(Items from a dataset)
--*--

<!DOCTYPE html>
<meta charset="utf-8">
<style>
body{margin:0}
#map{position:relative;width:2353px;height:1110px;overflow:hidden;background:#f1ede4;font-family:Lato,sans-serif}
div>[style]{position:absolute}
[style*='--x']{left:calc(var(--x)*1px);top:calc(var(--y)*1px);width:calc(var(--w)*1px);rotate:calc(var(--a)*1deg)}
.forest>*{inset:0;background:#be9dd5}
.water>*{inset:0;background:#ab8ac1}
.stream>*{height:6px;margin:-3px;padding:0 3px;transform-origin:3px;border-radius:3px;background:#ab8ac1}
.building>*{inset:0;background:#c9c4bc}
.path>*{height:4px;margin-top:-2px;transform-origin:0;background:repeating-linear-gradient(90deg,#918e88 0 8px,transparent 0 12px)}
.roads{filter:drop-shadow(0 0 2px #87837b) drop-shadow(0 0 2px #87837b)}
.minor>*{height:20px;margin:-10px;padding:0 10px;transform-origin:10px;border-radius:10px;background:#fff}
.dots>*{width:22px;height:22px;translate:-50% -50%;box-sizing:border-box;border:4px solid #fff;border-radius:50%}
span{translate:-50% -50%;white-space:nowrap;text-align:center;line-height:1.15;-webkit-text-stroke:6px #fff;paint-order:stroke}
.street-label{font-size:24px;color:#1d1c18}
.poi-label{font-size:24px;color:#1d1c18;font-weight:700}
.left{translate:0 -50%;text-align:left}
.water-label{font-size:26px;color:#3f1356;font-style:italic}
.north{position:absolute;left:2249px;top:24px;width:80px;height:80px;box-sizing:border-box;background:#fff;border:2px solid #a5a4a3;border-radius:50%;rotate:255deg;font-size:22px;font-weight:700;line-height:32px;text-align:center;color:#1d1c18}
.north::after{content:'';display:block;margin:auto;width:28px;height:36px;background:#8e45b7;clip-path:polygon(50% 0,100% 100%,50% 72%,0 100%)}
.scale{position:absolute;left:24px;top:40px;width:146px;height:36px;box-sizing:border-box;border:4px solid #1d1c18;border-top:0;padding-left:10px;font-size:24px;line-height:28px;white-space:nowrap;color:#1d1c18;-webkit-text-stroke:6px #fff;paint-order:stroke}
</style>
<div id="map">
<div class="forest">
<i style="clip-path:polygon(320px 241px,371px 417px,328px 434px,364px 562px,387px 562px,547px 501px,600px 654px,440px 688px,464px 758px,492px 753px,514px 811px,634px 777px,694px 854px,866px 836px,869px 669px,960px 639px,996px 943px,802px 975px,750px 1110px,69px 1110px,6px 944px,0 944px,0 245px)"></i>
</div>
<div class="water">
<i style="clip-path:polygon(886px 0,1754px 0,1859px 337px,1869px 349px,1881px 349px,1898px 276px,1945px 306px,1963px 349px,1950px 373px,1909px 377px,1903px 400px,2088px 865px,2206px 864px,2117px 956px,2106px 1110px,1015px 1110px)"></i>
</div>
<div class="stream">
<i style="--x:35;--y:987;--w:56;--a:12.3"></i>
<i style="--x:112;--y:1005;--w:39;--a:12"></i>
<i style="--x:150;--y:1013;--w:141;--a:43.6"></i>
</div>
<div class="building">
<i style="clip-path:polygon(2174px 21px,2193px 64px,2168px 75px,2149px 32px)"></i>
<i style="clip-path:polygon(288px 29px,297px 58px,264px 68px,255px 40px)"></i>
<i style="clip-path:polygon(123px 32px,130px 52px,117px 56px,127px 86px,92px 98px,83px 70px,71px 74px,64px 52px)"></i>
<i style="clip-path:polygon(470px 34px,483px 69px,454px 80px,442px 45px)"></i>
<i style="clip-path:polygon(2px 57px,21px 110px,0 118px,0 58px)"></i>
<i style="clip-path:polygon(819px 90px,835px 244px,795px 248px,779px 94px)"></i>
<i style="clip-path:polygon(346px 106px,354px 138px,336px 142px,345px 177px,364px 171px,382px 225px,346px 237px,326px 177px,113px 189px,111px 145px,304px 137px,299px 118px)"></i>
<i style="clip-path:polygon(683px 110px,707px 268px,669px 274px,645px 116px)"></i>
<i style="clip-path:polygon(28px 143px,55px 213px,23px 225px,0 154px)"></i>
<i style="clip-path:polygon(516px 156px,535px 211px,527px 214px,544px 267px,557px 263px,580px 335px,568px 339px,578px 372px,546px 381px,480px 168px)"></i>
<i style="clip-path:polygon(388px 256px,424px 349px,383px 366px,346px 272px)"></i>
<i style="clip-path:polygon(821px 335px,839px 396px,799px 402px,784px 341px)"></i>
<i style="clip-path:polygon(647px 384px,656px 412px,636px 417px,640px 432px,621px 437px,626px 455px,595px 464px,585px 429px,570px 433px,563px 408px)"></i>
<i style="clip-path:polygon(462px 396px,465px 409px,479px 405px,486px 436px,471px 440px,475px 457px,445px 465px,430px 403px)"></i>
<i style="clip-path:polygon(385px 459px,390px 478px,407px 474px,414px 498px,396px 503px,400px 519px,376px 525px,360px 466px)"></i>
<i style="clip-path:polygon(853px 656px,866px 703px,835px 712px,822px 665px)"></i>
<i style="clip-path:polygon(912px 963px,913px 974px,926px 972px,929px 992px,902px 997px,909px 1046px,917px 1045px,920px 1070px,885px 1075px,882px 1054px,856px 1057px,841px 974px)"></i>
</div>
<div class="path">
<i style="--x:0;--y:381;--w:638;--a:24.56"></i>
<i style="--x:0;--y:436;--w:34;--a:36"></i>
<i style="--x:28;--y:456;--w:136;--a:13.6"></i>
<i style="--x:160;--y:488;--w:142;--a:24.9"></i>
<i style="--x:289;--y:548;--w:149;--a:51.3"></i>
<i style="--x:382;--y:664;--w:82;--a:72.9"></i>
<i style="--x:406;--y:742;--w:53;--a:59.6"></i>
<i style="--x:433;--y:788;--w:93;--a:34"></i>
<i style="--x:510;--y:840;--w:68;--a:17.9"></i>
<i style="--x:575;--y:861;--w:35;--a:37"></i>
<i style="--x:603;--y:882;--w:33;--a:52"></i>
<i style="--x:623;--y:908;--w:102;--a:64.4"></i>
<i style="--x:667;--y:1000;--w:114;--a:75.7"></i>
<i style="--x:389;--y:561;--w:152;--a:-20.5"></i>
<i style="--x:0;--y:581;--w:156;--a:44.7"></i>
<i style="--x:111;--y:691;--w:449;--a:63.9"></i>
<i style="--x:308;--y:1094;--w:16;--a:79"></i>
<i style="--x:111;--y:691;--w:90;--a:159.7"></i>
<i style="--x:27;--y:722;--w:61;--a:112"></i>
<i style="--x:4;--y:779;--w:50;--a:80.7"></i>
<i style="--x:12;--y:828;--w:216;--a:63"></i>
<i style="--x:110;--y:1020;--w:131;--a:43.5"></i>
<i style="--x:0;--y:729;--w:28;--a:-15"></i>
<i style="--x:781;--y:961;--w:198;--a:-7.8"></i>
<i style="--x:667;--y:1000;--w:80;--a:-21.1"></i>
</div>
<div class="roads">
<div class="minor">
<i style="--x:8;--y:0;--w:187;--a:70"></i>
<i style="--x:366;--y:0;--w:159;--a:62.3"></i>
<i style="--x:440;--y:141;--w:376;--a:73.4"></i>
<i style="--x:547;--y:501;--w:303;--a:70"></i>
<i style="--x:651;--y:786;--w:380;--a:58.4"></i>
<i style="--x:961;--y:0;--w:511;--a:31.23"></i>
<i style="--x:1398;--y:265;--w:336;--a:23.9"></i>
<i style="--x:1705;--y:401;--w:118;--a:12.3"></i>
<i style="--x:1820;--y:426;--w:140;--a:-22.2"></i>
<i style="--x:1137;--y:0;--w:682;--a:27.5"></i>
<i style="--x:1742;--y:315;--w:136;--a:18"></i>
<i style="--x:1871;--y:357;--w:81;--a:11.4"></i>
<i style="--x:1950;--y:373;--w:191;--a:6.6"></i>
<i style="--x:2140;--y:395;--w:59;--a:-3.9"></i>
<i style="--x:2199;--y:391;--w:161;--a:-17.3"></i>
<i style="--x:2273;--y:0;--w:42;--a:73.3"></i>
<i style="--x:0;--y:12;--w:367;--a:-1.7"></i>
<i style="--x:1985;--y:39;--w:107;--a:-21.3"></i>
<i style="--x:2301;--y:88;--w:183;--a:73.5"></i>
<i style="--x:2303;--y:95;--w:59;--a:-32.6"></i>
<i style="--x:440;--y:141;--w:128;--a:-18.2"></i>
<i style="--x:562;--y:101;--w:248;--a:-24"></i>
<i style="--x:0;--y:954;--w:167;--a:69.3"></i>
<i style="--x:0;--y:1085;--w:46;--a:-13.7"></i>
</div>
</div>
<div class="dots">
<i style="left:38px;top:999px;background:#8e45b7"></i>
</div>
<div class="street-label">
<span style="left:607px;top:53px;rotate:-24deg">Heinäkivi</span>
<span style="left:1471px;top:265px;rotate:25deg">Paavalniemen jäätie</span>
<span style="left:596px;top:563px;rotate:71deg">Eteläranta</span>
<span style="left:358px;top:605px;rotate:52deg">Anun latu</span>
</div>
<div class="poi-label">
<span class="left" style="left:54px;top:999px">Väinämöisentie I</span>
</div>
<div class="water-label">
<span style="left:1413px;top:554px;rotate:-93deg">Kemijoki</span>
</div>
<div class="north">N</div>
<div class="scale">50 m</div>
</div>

--*--

• GOAL OF THE EXERCISE:
Among the lines above, find those that contain the word "stream" and copy them.

• RESULT OF THIS EXERCISE:
.stream>*{height:6px;margin:-3px;padding:0 3px;transform-origin:3px;border-radius:3px;background:#ab8ac1}
<div class="stream">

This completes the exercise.